Welcome!

Blog Feed Post

Cassandra’s Data Model

As we prepare to implement our Market Data repository to facilitate algo development and back-testing, you should have downloaded Cassandra and installed it by now.  What, you haven’t?  Well, click here, get it done and then come back for some fun.  To get things up and running once you’ve downloaded Cassandra, click here for some guidance (this assumes you’re running Linux but should point you in the right direction if you’re running Windoze).

CONFUSION

Most of the explanations I’ve read about Cassandra’s data model first extol the virtues of NoSQL and the evils of Relational Databases.  And so while getting the reader caught up in this mythic struggle that summons images from Tolkien’s middle earth, the point is lost.  And that point is?

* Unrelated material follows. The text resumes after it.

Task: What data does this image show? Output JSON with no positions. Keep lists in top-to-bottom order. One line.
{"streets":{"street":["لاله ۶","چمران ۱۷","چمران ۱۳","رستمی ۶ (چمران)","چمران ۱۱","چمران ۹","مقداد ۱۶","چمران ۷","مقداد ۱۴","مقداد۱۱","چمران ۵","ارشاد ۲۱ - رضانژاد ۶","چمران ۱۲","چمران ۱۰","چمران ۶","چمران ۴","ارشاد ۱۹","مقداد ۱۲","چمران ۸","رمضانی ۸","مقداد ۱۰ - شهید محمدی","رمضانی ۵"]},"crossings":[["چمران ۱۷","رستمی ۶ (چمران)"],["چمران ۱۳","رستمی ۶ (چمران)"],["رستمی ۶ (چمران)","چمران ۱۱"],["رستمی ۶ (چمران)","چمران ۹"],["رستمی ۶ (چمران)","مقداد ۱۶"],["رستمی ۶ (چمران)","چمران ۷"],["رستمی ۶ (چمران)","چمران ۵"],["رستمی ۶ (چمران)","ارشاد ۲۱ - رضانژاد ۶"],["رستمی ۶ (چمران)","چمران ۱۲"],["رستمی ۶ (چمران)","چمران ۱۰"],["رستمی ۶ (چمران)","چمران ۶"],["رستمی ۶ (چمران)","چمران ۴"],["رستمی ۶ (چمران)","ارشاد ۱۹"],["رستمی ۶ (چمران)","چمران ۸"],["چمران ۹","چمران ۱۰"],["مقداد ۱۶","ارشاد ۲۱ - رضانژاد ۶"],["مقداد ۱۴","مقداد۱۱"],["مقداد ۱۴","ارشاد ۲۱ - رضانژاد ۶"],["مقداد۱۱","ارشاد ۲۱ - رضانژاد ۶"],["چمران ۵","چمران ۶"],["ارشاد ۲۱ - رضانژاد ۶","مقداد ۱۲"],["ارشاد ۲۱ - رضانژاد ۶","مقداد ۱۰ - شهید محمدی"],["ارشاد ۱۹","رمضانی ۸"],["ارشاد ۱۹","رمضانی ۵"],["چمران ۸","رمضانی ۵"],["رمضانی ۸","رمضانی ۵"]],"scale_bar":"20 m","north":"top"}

IT’S ALL ACTUALLY QUITE EASY

Cassandra thinks about data the way we think about data.  Most of us think about data in rows and columns.  So does Cassandra.  But it also alleviates some extra stuff we don’t need while adding some stuff that we do need.  And that can be a little disconcerting initially.  To make things easier, let’s first describe a goal for our exercise.  We’d like to get a day’s worth of market data, by symbol, in ascending time order.  Also, we might like to get the data for a slice of time within that day.  Like, “give me all the BBO’s for American Airlines for May 20th, 2010,” or, “I’d like to see the BBO’s for American Airlines for May 20th, 2010 between 1 and 2pm.”  Let’s jump right in.

LET’S GET OUR DATA

As we subscribe to our favorite market data feed, we receive something like:

  • Symbol,
  • Bid,
  • Offer,
  • Bid Size,
  • Offer Size.
  • Time Stamp, and
  • Seq # (most quote vendors provide a Sequence # because multiple quotes can occur for any given Time Stamp)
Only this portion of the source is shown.